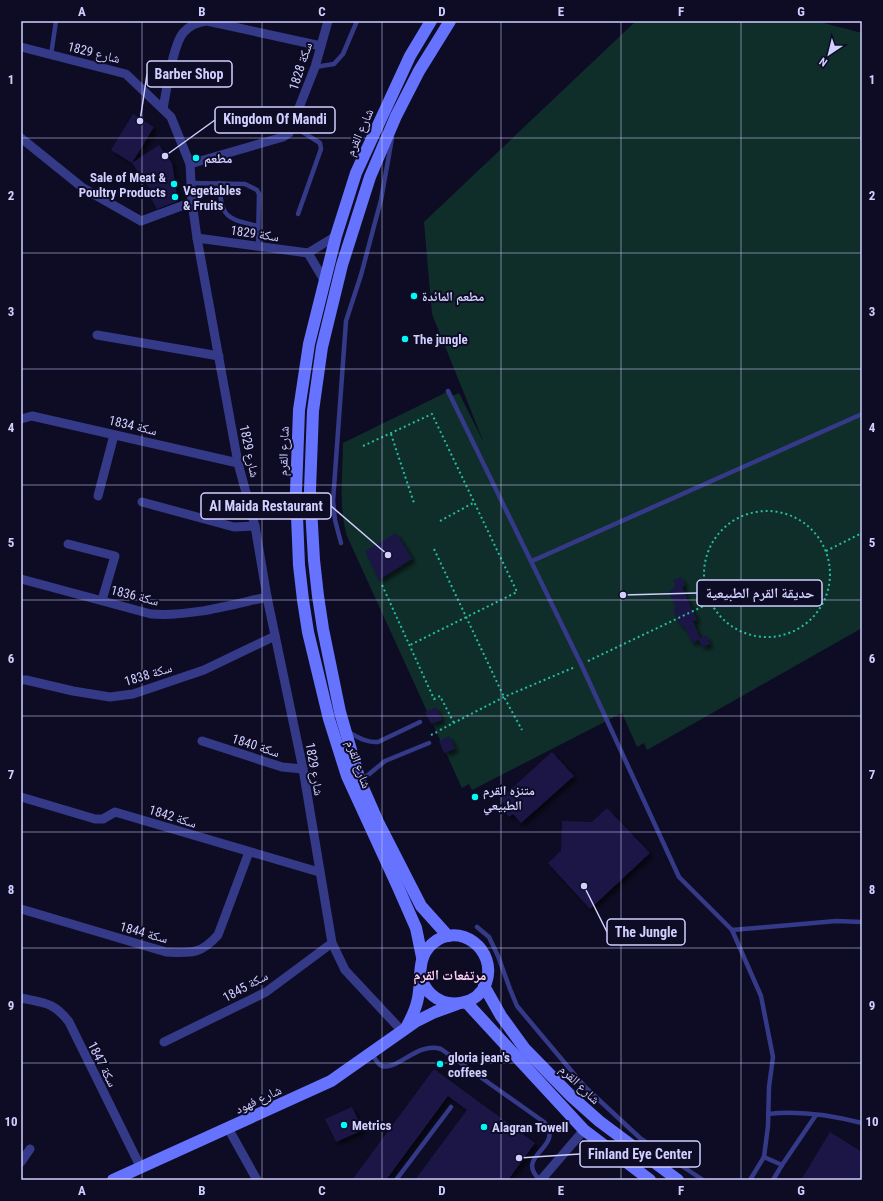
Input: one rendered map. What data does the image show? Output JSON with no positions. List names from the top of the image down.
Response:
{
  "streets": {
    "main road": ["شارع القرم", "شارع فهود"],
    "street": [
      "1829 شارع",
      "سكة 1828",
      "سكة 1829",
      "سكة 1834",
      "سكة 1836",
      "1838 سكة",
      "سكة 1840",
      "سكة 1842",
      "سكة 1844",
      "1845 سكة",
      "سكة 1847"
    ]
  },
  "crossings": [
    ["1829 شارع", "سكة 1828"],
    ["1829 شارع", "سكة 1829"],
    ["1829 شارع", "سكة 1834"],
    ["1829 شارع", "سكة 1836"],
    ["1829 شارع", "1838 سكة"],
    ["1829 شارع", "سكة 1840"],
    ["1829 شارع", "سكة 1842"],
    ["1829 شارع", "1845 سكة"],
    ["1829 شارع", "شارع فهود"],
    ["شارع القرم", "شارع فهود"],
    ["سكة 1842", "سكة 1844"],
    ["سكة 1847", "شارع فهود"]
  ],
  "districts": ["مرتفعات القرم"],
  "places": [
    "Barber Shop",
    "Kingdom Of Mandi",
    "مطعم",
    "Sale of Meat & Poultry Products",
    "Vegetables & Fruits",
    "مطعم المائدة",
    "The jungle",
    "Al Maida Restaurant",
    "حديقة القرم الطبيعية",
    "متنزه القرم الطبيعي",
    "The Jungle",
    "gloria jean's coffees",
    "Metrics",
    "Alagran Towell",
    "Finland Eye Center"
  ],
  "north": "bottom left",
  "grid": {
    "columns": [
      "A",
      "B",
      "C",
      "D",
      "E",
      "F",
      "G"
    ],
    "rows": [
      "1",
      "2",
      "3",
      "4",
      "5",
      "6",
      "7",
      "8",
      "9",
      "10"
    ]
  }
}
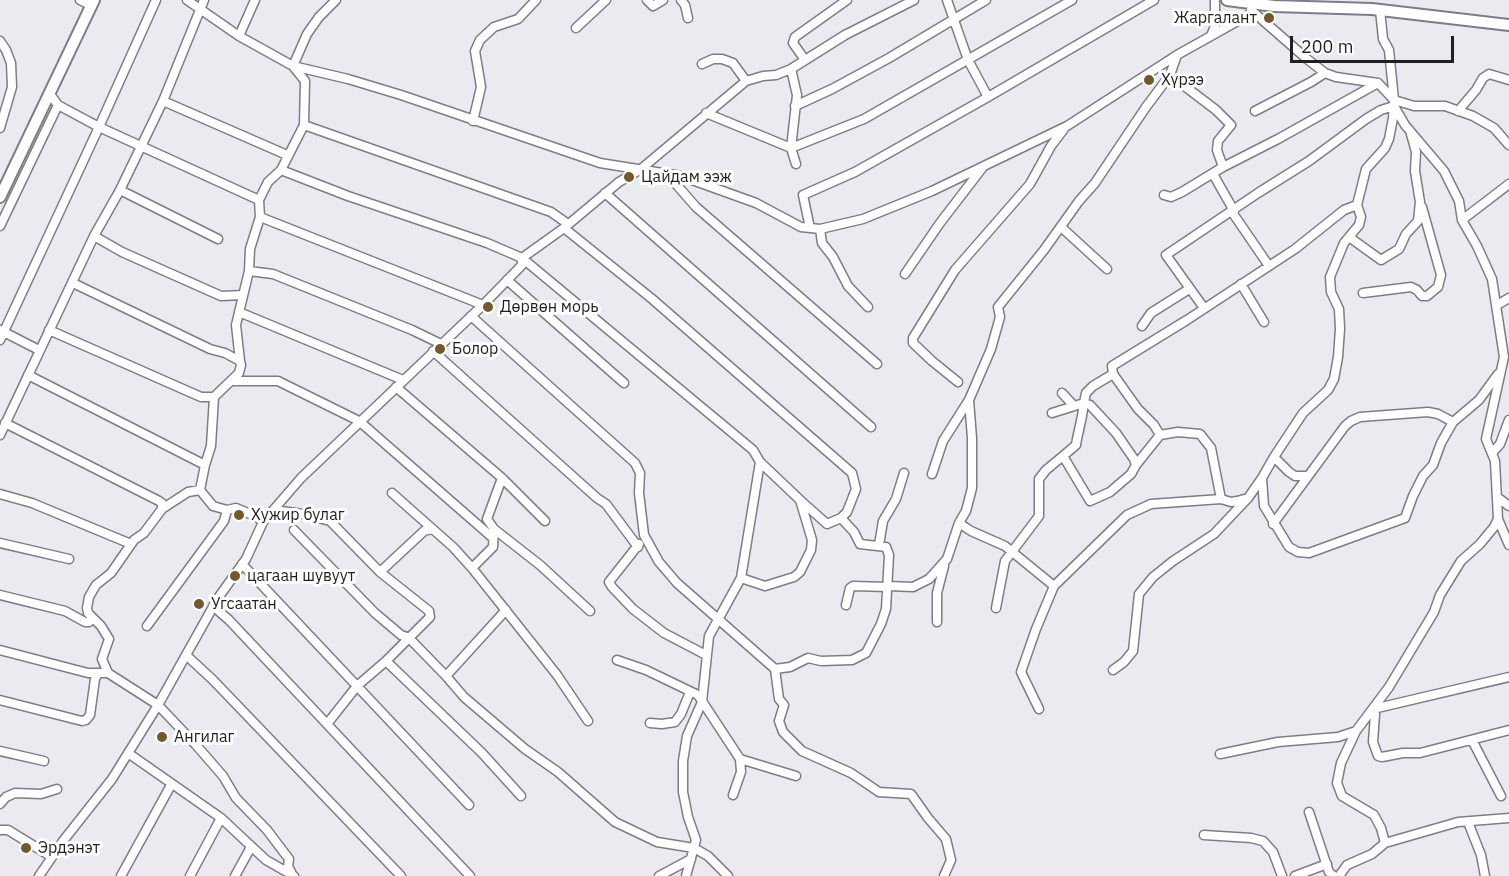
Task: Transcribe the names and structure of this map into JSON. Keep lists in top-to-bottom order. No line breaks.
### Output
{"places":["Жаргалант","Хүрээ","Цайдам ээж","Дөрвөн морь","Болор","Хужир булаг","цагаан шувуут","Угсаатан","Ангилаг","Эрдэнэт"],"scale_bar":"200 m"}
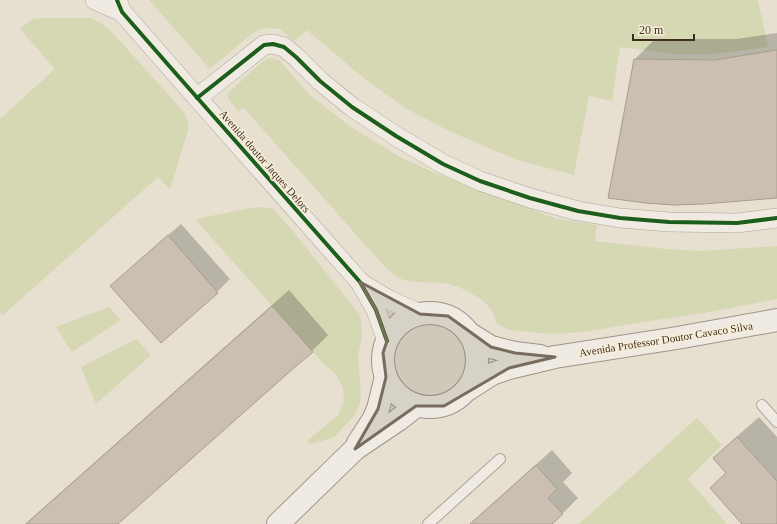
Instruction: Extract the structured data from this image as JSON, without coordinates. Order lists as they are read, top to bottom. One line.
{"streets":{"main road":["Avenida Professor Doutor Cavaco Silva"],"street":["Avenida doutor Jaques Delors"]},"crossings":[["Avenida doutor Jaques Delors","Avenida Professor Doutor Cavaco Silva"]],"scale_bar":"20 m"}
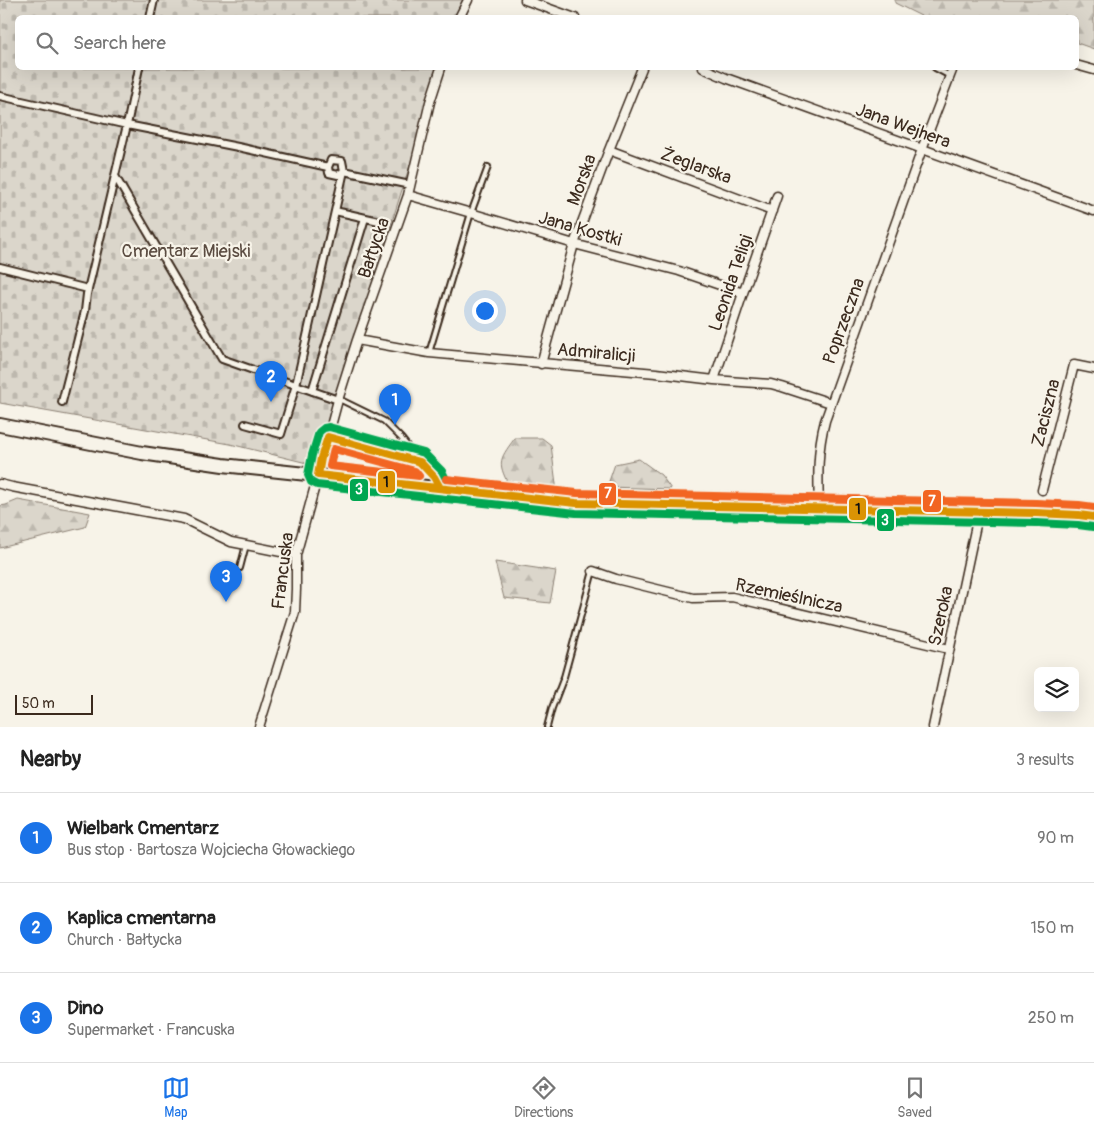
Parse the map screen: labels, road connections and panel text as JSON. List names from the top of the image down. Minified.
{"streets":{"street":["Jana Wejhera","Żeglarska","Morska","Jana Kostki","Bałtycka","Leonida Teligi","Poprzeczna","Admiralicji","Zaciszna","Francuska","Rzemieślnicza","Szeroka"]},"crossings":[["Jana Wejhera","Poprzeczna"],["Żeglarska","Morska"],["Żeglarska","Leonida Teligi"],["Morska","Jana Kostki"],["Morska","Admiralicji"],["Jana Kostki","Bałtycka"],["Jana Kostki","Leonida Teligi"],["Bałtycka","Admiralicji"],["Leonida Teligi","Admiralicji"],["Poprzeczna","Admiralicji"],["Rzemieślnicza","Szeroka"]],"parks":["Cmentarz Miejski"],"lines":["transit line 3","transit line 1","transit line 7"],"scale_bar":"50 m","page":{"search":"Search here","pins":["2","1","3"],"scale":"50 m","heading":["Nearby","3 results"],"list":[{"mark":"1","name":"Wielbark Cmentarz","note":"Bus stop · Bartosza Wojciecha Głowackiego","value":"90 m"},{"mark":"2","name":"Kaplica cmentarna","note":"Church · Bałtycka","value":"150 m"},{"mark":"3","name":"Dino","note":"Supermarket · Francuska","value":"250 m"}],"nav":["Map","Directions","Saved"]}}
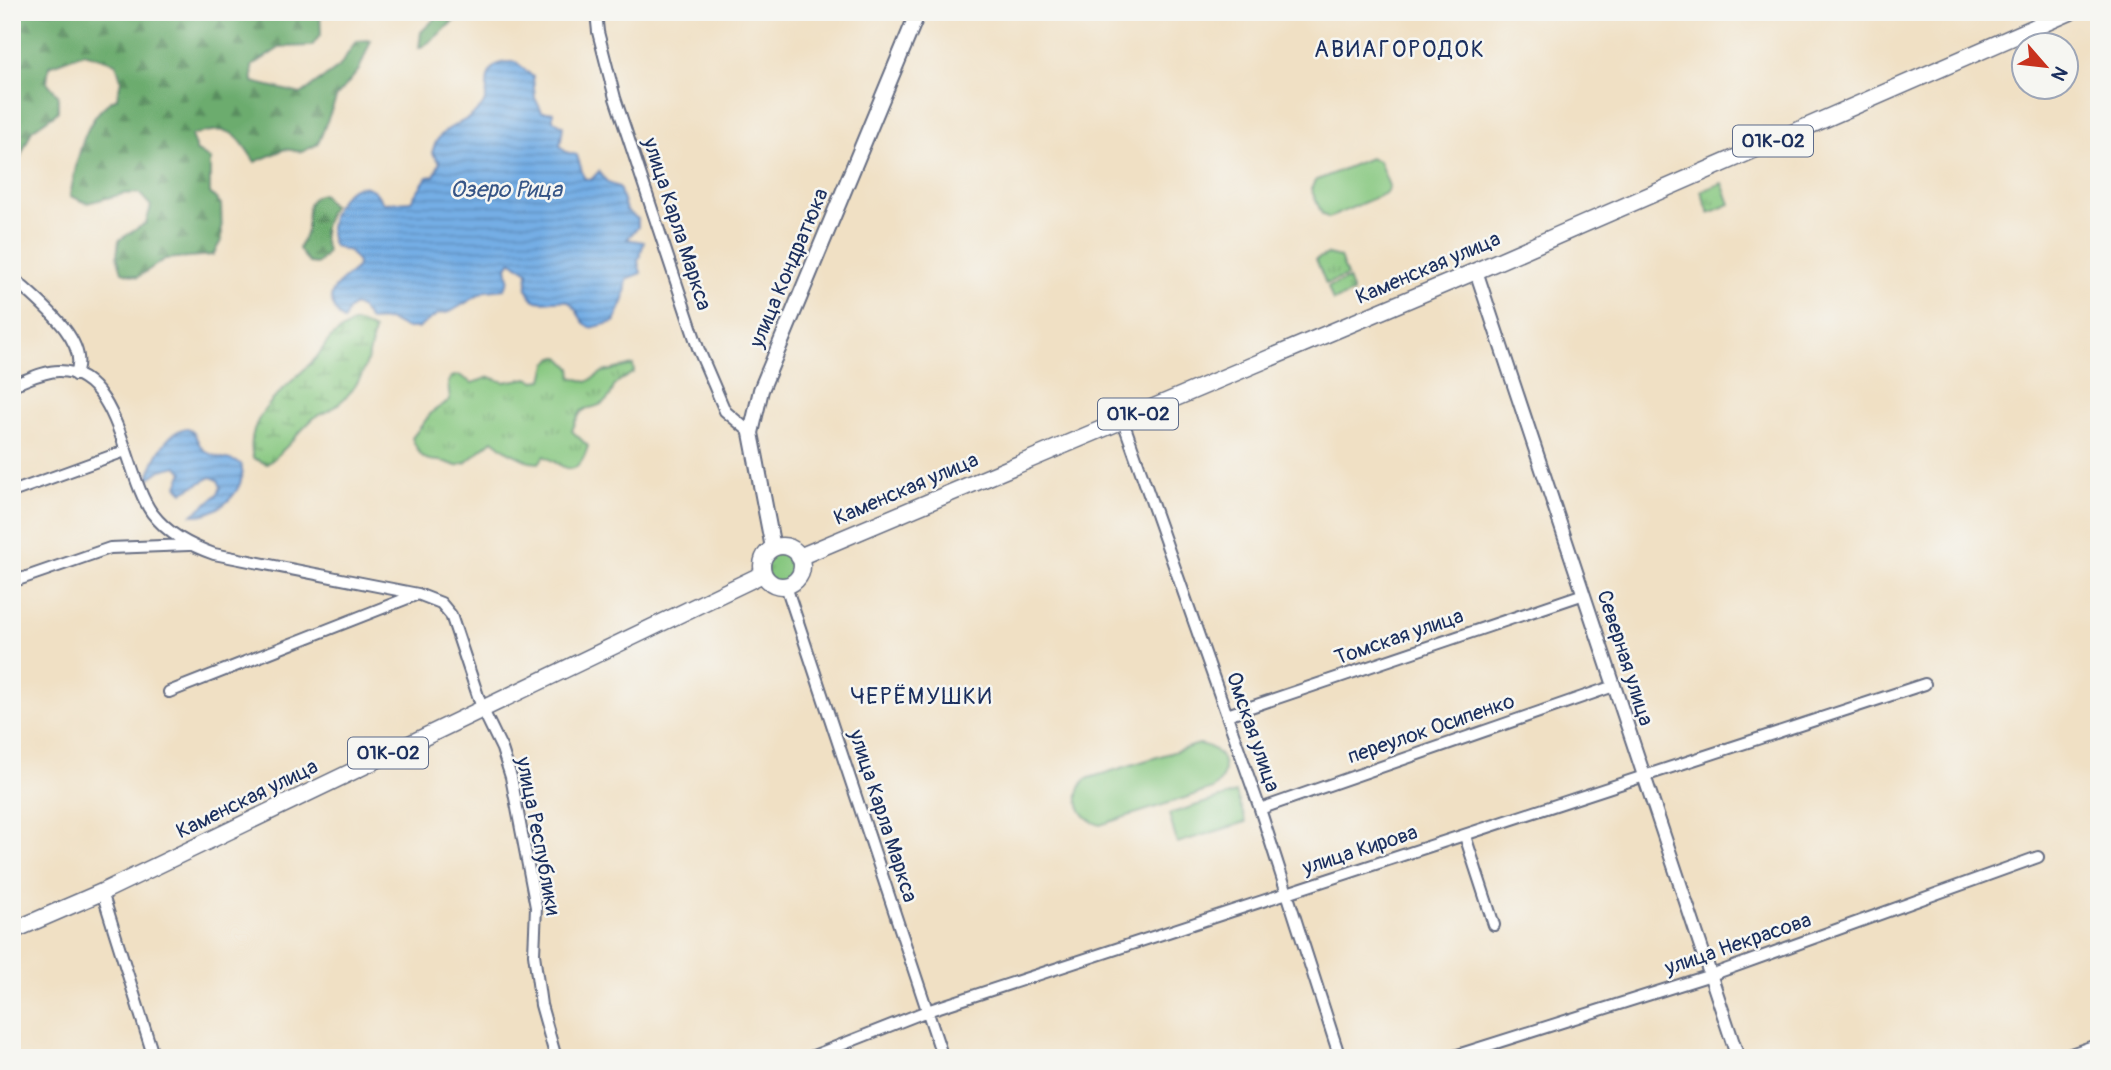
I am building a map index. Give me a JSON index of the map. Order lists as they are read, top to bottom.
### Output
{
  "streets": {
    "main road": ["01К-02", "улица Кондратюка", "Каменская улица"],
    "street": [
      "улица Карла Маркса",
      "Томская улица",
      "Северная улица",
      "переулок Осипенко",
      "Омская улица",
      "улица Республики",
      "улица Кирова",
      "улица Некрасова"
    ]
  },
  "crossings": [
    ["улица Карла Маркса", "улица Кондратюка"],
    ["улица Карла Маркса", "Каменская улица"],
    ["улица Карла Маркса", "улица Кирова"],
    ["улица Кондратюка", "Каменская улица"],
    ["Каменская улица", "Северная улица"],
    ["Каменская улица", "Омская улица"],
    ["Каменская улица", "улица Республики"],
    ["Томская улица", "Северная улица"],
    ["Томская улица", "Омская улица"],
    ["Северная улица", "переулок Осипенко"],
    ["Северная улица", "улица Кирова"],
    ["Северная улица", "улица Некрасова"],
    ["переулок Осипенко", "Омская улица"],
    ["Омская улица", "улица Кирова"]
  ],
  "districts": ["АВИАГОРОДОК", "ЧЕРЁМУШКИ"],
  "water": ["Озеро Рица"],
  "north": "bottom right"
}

-=-=-=-=-

Look through the listing above. Pick out each line with "north" and copy it.

  "north": "bottom left",
  "north": "bottom right"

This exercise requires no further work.